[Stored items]

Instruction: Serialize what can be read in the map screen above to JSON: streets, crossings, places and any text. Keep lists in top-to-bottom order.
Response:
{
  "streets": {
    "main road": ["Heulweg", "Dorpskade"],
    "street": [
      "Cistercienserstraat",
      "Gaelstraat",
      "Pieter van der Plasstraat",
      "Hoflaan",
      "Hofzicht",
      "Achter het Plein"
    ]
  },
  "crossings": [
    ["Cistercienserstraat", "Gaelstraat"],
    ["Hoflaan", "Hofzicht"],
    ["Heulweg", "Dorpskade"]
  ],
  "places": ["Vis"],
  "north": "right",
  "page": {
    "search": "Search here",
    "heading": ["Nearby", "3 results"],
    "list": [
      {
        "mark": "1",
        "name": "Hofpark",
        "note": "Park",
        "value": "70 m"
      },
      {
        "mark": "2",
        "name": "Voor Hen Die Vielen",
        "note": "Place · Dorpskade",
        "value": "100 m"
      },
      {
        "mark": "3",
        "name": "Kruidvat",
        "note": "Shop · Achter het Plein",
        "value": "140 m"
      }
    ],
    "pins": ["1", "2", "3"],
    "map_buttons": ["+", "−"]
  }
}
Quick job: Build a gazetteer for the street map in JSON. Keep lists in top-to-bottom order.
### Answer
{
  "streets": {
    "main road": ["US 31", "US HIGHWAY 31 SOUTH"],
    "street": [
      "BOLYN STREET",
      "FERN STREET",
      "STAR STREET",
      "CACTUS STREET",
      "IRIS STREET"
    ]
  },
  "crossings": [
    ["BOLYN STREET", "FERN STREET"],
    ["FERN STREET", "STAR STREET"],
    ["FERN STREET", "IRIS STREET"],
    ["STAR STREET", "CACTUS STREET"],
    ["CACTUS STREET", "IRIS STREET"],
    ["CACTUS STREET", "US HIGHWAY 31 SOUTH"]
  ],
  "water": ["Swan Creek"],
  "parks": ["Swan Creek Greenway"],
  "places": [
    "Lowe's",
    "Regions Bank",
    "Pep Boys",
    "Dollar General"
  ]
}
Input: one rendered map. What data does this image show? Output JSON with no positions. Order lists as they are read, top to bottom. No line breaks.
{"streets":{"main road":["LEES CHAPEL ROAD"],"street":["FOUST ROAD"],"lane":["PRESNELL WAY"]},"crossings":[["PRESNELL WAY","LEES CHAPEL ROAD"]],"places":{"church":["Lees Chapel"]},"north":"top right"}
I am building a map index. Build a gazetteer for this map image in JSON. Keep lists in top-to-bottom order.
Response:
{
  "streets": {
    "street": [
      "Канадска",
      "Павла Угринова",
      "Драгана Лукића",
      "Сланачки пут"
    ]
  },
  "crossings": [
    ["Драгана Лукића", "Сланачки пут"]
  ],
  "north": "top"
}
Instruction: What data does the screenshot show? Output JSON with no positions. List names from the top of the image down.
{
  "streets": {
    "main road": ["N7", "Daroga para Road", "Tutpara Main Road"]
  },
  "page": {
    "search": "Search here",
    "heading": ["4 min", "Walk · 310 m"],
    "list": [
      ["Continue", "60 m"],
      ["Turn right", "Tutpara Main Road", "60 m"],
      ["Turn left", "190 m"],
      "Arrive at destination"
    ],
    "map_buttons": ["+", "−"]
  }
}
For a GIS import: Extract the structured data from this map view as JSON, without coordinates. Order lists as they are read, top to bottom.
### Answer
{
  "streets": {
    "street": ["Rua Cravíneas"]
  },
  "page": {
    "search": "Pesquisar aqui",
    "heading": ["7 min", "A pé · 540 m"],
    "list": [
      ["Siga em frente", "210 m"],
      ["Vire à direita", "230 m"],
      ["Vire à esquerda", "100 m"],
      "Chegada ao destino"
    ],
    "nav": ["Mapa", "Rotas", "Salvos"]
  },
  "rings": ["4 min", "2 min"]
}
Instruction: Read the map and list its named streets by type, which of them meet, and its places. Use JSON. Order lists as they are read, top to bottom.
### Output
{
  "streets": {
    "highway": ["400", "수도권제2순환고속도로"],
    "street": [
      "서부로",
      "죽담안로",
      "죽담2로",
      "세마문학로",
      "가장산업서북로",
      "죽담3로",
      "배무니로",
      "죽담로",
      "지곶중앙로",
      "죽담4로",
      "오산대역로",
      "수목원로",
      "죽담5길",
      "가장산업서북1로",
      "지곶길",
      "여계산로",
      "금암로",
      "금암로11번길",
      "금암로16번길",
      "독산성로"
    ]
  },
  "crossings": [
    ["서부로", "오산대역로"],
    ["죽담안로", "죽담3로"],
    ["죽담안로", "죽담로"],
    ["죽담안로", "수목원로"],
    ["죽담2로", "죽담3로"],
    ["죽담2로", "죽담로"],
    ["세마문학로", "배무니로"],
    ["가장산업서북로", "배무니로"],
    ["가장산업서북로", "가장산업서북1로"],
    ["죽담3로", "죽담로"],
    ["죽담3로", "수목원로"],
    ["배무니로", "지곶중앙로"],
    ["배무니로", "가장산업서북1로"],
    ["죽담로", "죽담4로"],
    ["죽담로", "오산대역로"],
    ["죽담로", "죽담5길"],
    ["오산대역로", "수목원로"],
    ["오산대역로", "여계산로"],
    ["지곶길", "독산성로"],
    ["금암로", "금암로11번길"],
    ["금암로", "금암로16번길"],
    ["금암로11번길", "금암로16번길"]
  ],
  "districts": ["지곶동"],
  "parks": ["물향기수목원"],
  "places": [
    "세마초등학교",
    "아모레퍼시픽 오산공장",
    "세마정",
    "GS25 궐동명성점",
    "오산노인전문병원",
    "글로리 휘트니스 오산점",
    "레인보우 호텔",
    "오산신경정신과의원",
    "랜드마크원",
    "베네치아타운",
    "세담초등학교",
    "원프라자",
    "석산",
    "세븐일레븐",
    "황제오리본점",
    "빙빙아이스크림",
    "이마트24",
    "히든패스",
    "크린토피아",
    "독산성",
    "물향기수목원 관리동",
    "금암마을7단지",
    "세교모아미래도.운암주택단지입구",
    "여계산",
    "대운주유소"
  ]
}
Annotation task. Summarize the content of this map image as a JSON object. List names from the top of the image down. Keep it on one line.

#### [Problem]
Print out all of the data above word for word.

#### [Expected answer]
Instruction: Serialize what can be read in the map screen above to JSON: streets, crossings, places and any text. Keep lists in top-to-bottom order.
Response:
{
  "streets": {
    "main road": ["Heulweg", "Dorpskade"],
    "street": [
      "Cistercienserstraat",
      "Gaelstraat",
      "Pieter van der Plasstraat",
      "Hoflaan",
      "Hofzicht",
      "Achter het Plein"
    ]
  },
  "crossings": [
    ["Cistercienserstraat", "Gaelstraat"],
    ["Hoflaan", "Hofzicht"],
    ["Heulweg", "Dorpskade"]
  ],
  "places": ["Vis"],
  "north": "right",
  "page": {
    "search": "Search here",
    "heading": ["Nearby", "3 results"],
    "list": [
      {
        "mark": "1",
        "name": "Hofpark",
        "note": "Park",
        "value": "70 m"
      },
      {
        "mark": "2",
        "name": "Voor Hen Die Vielen",
        "note": "Place · Dorpskade",
        "value": "100 m"
      },
      {
        "mark": "3",
        "name": "Kruidvat",
        "note": "Shop · Achter het Plein",
        "value": "140 m"
      }
    ],
    "pins": ["1", "2", "3"],
    "map_buttons": ["+", "−"]
  }
}
Quick job: Build a gazetteer for the street map in JSON. Keep lists in top-to-bottom order.
### Answer
{
  "streets": {
    "main road": ["US 31", "US HIGHWAY 31 SOUTH"],
    "street": [
      "BOLYN STREET",
      "FERN STREET",
      "STAR STREET",
      "CACTUS STREET",
      "IRIS STREET"
    ]
  },
  "crossings": [
    ["BOLYN STREET", "FERN STREET"],
    ["FERN STREET", "STAR STREET"],
    ["FERN STREET", "IRIS STREET"],
    ["STAR STREET", "CACTUS STREET"],
    ["CACTUS STREET", "IRIS STREET"],
    ["CACTUS STREET", "US HIGHWAY 31 SOUTH"]
  ],
  "water": ["Swan Creek"],
  "parks": ["Swan Creek Greenway"],
  "places": [
    "Lowe's",
    "Regions Bank",
    "Pep Boys",
    "Dollar General"
  ]
}
Input: one rendered map. What data does this image show? Output JSON with no positions. Order lists as they are read, top to bottom. No line breaks.
{"streets":{"main road":["LEES CHAPEL ROAD"],"street":["FOUST ROAD"],"lane":["PRESNELL WAY"]},"crossings":[["PRESNELL WAY","LEES CHAPEL ROAD"]],"places":{"church":["Lees Chapel"]},"north":"top right"}
I am building a map index. Build a gazetteer for this map image in JSON. Keep lists in top-to-bottom order.
Response:
{
  "streets": {
    "street": [
      "Канадска",
      "Павла Угринова",
      "Драгана Лукића",
      "Сланачки пут"
    ]
  },
  "crossings": [
    ["Драгана Лукића", "Сланачки пут"]
  ],
  "north": "top"
}
Instruction: What data does the screenshot show? Output JSON with no positions. List names from the top of the image down.
{
  "streets": {
    "main road": ["N7", "Daroga para Road", "Tutpara Main Road"]
  },
  "page": {
    "search": "Search here",
    "heading": ["4 min", "Walk · 310 m"],
    "list": [
      ["Continue", "60 m"],
      ["Turn right", "Tutpara Main Road", "60 m"],
      ["Turn left", "190 m"],
      "Arrive at destination"
    ],
    "map_buttons": ["+", "−"]
  }
}
For a GIS import: Extract the structured data from this map view as JSON, without coordinates. Order lists as they are read, top to bottom.
### Answer
{
  "streets": {
    "street": ["Rua Cravíneas"]
  },
  "page": {
    "search": "Pesquisar aqui",
    "heading": ["7 min", "A pé · 540 m"],
    "list": [
      ["Siga em frente", "210 m"],
      ["Vire à direita", "230 m"],
      ["Vire à esquerda", "100 m"],
      "Chegada ao destino"
    ],
    "nav": ["Mapa", "Rotas", "Salvos"]
  },
  "rings": ["4 min", "2 min"]
}
Instruction: Read the map and list its named streets by type, which of them meet, and its places. Use JSON. Order lists as they are read, top to bottom.
### Output
{
  "streets": {
    "highway": ["400", "수도권제2순환고속도로"],
    "street": [
      "서부로",
      "죽담안로",
      "죽담2로",
      "세마문학로",
      "가장산업서북로",
      "죽담3로",
      "배무니로",
      "죽담로",
      "지곶중앙로",
      "죽담4로",
      "오산대역로",
      "수목원로",
      "죽담5길",
      "가장산업서북1로",
      "지곶길",
      "여계산로",
      "금암로",
      "금암로11번길",
      "금암로16번길",
      "독산성로"
    ]
  },
  "crossings": [
    ["서부로", "오산대역로"],
    ["죽담안로", "죽담3로"],
    ["죽담안로", "죽담로"],
    ["죽담안로", "수목원로"],
    ["죽담2로", "죽담3로"],
    ["죽담2로", "죽담로"],
    ["세마문학로", "배무니로"],
    ["가장산업서북로", "배무니로"],
    ["가장산업서북로", "가장산업서북1로"],
    ["죽담3로", "죽담로"],
    ["죽담3로", "수목원로"],
    ["배무니로", "지곶중앙로"],
    ["배무니로", "가장산업서북1로"],
    ["죽담로", "죽담4로"],
    ["죽담로", "오산대역로"],
    ["죽담로", "죽담5길"],
    ["오산대역로", "수목원로"],
    ["오산대역로", "여계산로"],
    ["지곶길", "독산성로"],
    ["금암로", "금암로11번길"],
    ["금암로", "금암로16번길"],
    ["금암로11번길", "금암로16번길"]
  ],
  "districts": ["지곶동"],
  "parks": ["물향기수목원"],
  "places": [
    "세마초등학교",
    "아모레퍼시픽 오산공장",
    "세마정",
    "GS25 궐동명성점",
    "오산노인전문병원",
    "글로리 휘트니스 오산점",
    "레인보우 호텔",
    "오산신경정신과의원",
    "랜드마크원",
    "베네치아타운",
    "세담초등학교",
    "원프라자",
    "석산",
    "세븐일레븐",
    "황제오리본점",
    "빙빙아이스크림",
    "이마트24",
    "히든패스",
    "크린토피아",
    "독산성",
    "물향기수목원 관리동",
    "금암마을7단지",
    "세교모아미래도.운암주택단지입구",
    "여계산",
    "대운주유소"
  ]
}
Annotation task. Summarize the content of this map image as a JSON object. List names from the top of the image down. Keep it on one line.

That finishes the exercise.